The news: Daylight saving time officially ends at 2 a.m. Sunday, which means it's once again time to discuss its pros and cons. Arguments about DST include matters of economics and public health, as well as inconvenience, but the question boils down to this: Does it serve its purpose?
Benjamin Franklin first proposed the idea of DST back in 1784, half-jokingly suggesting that people could make better use of the early morning light. Since then, the practice was instituted during times of conflict — World War I and II — to ostensibly conserve resources. After World War II, it stuck around as a means of saving energy and maximizing healthy exposure to natural light.

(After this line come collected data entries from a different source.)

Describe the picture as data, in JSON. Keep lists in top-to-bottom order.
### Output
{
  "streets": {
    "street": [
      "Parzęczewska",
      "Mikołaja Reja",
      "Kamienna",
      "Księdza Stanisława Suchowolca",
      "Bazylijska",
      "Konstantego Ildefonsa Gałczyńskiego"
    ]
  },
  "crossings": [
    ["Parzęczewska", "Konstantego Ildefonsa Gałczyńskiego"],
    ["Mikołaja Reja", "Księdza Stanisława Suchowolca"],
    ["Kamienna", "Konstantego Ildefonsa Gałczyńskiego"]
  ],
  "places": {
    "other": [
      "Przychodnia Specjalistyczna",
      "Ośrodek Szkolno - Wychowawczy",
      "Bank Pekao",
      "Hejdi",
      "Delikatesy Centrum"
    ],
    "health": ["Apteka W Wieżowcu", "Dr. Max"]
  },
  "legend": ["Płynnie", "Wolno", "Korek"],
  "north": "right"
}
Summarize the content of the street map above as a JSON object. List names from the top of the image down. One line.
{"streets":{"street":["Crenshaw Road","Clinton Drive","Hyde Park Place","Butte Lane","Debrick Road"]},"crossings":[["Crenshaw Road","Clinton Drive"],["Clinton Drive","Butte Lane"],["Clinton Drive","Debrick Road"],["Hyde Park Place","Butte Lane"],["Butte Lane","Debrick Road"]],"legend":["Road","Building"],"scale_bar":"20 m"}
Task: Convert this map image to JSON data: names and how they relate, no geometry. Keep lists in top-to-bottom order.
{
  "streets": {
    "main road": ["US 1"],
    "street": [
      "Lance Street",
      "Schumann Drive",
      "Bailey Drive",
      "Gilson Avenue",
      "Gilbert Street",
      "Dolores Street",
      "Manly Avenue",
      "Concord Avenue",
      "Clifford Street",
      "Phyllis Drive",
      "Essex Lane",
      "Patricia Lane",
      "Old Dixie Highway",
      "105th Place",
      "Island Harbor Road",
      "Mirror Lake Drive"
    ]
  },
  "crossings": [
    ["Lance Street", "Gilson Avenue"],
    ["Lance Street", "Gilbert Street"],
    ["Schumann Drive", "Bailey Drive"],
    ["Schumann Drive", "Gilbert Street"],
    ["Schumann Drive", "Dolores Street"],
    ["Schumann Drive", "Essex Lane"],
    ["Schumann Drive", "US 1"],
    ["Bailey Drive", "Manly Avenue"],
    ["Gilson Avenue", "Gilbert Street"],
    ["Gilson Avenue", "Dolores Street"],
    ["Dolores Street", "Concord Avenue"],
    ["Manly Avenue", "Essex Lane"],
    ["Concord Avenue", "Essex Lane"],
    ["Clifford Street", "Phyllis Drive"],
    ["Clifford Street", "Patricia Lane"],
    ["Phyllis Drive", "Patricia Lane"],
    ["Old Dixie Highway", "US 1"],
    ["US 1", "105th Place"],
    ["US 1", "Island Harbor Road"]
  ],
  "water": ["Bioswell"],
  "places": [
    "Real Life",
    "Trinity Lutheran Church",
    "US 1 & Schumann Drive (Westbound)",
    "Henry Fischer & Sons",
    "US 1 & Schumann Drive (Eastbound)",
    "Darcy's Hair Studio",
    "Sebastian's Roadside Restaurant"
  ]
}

But does it really work? Yes and no. Theoretically, DST gives more hours of sunlight to Americans, allowing them to cut down on energy use. A 2008 study by the U.S. Department of Energy found that if we extended DST by four weeks, we would save around 0.5% of the country's electricity per day, or 1.3 trillion watt-hours in total. That's enough to power 100,000 American homes per year.
But in practice, DST is not quite as effective. Other studies have found that it has little to no effect on energy savings, and in the case of Indiana, it actually led to a 1% increase in residential electricity use, with people likely using more air conditioning in the hot evenings and more heating in the cool mornings. Switching back and forth between standard time and DST only exacerbates this.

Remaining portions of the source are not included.